Explicit Learning (EL)
Δ words (i.e., Δ1 and Δ2) were unique to the child and served as explicit words, in that, they were not instructed to the RP. Therefore, the student could learn these words only through direct dyadic interaction with the PA.
Vicarious Learning (VL)
Π words (i.e., Π1 and Π2) were exclusive to the RP. The RP simulated learning of these words over time through dyadic interaction with the PA, and the child saw the words instructed to the RP. The child could also hear the RP read those words and observed the consequences (reinforcement or corrective feedback) delivered to the RP. Therefore, Π words could be vicariously learned by the student while watching these words being instructed to the RP but not through direct interaction with the PA.
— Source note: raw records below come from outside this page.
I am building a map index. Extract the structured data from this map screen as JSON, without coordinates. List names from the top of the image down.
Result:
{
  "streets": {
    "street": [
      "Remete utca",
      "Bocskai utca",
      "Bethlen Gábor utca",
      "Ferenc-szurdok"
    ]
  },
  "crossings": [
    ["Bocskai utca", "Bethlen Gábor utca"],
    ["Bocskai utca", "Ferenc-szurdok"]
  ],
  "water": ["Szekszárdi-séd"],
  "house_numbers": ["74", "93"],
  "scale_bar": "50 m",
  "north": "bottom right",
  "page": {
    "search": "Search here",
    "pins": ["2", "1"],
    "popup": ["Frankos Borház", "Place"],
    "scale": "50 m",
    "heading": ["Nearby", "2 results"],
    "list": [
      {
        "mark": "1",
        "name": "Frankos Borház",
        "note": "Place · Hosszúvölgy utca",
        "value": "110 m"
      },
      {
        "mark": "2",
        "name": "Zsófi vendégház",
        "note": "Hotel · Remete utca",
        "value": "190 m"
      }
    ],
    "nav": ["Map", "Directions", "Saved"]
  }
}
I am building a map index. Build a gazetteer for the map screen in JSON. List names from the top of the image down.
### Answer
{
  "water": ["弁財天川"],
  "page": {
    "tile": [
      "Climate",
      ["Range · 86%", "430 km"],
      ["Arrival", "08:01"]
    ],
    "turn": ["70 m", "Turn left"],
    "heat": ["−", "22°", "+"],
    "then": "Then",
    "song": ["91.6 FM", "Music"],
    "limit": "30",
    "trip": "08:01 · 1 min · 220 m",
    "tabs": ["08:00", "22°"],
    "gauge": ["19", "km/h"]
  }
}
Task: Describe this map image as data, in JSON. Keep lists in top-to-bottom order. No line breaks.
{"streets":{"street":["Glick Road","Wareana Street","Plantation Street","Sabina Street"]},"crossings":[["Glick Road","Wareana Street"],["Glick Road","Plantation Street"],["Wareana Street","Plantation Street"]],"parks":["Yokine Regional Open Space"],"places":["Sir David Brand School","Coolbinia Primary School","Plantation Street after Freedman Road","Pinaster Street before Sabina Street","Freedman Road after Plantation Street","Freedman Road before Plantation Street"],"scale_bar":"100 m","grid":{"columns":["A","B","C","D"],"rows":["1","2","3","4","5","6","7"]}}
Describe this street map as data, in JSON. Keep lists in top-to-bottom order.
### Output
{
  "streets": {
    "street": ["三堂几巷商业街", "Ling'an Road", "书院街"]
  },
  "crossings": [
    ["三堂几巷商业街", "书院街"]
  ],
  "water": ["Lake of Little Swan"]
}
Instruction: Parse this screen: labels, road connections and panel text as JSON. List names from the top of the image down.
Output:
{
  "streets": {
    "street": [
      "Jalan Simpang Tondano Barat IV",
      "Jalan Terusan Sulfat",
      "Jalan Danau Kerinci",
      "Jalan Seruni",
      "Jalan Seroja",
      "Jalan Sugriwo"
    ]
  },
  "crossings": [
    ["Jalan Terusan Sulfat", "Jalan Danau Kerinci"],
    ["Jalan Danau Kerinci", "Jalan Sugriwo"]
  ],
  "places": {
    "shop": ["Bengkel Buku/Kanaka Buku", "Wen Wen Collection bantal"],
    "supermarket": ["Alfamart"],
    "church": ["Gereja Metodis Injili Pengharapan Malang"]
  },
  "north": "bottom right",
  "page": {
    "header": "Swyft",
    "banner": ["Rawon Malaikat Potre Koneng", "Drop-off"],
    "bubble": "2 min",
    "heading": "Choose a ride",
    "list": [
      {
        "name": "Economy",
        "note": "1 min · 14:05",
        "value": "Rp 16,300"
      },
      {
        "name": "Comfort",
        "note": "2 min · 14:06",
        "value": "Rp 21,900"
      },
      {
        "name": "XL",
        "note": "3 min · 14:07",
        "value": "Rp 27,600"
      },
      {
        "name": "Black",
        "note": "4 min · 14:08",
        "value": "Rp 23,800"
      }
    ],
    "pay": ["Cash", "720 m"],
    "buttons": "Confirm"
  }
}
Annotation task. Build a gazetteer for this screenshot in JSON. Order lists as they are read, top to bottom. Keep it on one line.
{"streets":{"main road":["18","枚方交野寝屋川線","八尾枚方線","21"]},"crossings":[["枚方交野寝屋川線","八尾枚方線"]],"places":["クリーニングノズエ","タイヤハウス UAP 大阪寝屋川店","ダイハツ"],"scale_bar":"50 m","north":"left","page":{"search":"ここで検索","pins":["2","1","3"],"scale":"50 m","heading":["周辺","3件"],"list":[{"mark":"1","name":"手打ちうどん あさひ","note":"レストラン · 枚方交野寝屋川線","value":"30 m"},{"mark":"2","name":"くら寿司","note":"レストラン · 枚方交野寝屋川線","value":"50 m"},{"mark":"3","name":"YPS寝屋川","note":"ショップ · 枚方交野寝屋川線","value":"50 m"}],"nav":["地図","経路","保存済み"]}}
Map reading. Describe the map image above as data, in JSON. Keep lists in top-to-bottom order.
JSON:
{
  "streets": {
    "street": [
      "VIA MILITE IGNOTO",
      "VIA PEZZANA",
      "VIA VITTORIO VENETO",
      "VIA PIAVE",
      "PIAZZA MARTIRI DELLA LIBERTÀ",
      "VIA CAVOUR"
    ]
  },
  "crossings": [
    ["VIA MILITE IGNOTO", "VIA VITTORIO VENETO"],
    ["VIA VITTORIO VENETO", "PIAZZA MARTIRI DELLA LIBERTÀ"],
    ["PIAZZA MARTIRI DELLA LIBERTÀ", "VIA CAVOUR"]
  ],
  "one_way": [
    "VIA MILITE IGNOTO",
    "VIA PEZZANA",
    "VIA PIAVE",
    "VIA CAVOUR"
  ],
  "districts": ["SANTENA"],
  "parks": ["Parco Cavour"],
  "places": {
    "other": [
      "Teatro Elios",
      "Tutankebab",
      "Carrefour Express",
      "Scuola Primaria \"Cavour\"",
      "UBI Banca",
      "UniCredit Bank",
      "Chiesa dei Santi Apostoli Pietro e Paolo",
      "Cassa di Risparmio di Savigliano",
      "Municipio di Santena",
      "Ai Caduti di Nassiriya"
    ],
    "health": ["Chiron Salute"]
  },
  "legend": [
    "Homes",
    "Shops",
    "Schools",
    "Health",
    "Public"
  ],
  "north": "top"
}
Explicit-Plus-Vicarious Learning (EVL)
Γ words (i.e., Γ1 and Γ2), were common between the child and the RP. Therefore, the child could acquire these words both explicitly, through dyadic interaction with the PA, and vicariously, through watching the PA instructing them to the RP. These words could be acquired by the child through triadic interaction with the PA and the RP.
Screening
Words were selected from the Dolch and Brigance functional word lists (Brigance 1978; Dolch 1948). Prior to the experiment, each participant underwent a series of tests to identify words that would be used during intervention. The first stage of screening was performed by the primary experimenter in a one-to-one format in the experiment room. He presented the words, printed on flash cards, and asked “What word?”, and noted the words that the participant either read incorrectly or did not read at all. A total of 100 unknown words were identified for each participant. During screening, the participant did not receive feedback for his responses.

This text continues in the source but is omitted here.